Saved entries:

■ ■ ■

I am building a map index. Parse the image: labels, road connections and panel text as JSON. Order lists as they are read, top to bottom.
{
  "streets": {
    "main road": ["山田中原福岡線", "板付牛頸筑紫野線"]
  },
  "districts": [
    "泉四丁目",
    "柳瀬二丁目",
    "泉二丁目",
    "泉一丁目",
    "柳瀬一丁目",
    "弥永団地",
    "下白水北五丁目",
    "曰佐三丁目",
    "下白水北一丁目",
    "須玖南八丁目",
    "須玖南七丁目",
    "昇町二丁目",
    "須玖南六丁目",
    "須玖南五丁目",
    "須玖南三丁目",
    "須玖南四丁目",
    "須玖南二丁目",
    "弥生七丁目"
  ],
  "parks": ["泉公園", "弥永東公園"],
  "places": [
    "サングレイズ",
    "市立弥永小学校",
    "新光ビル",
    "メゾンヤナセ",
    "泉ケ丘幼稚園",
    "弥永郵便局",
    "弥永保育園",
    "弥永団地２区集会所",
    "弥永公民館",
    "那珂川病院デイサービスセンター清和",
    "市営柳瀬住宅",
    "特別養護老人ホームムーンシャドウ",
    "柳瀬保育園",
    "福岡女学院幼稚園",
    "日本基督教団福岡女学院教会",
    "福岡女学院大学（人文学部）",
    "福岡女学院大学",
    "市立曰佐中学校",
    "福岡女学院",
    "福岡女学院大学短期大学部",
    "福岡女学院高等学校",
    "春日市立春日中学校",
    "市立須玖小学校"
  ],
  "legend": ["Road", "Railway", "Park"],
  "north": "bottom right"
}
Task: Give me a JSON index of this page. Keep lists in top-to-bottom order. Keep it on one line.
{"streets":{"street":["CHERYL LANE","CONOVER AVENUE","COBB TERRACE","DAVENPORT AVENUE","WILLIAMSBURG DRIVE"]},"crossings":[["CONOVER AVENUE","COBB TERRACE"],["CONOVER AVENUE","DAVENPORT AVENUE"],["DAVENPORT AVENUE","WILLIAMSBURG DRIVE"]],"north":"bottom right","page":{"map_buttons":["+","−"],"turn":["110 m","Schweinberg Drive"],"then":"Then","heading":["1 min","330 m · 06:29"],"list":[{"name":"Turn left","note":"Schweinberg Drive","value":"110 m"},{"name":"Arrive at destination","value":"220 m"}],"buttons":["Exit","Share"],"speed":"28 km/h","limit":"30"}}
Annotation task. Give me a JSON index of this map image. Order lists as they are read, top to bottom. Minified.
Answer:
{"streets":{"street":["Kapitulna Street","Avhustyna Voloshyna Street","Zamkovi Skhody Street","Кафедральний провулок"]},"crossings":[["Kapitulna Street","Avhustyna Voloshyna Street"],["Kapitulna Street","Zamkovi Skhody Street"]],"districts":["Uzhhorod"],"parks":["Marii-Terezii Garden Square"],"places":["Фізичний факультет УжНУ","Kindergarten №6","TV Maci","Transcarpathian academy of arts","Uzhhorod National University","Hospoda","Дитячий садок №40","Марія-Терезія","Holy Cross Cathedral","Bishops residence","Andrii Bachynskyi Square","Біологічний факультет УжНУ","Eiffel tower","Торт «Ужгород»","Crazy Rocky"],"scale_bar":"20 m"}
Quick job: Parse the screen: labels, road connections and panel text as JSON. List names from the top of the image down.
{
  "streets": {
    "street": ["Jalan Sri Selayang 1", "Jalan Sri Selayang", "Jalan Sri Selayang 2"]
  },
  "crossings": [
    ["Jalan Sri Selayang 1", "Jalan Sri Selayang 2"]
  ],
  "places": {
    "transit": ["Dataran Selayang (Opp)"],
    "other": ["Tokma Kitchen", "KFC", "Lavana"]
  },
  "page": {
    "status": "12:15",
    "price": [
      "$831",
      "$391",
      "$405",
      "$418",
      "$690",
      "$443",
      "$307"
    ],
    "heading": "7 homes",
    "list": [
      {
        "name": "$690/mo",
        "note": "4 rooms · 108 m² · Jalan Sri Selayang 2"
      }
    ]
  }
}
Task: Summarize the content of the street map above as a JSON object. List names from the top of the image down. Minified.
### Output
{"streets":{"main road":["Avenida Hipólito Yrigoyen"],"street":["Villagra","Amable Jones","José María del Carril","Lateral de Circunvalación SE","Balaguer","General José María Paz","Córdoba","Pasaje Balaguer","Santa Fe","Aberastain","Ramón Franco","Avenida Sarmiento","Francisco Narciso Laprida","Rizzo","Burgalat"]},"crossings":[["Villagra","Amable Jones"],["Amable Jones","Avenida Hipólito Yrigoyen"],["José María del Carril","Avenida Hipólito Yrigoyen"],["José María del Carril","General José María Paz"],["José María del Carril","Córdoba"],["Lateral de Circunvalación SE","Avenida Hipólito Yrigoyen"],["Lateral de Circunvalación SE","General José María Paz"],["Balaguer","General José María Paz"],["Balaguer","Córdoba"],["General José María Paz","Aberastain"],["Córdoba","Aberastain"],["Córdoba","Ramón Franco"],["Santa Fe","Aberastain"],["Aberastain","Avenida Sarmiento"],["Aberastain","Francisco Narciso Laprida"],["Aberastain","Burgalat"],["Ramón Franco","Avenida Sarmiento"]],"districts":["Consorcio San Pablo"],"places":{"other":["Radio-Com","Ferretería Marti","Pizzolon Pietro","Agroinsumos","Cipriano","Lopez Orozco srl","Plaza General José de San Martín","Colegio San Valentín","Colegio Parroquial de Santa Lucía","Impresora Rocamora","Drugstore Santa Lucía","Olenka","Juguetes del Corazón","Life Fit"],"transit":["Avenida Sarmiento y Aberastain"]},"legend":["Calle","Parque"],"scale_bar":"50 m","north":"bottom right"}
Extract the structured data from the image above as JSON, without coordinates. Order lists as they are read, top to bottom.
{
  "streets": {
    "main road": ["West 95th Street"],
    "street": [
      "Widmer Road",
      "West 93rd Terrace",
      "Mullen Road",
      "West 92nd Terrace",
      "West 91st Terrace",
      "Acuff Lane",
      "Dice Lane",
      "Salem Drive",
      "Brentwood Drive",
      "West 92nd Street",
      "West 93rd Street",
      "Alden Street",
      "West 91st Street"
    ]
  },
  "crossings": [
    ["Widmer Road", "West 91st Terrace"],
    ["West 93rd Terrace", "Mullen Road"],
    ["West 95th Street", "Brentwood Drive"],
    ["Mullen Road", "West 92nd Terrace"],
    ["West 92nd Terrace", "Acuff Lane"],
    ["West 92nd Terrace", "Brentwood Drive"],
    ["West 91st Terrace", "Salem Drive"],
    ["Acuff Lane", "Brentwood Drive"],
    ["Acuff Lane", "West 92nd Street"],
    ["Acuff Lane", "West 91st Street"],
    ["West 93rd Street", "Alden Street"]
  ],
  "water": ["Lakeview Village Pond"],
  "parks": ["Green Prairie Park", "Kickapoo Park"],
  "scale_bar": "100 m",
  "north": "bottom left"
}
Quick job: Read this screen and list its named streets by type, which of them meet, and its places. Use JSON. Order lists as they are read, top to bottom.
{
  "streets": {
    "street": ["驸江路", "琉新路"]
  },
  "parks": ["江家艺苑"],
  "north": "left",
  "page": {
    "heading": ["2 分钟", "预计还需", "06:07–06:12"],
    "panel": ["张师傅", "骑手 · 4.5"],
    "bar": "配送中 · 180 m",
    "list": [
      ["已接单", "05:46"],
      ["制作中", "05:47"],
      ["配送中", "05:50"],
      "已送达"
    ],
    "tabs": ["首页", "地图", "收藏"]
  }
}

■ ■ ■

Problem statement
If a line in the records above includes the string "connections", copy it.

Result
I am building a map index. Parse the image: labels, road connections and panel text as JSON. Order lists as they are read, top to bottom.
Quick job: Parse the screen: labels, road connections and panel text as JSON. List names from the top of the image down.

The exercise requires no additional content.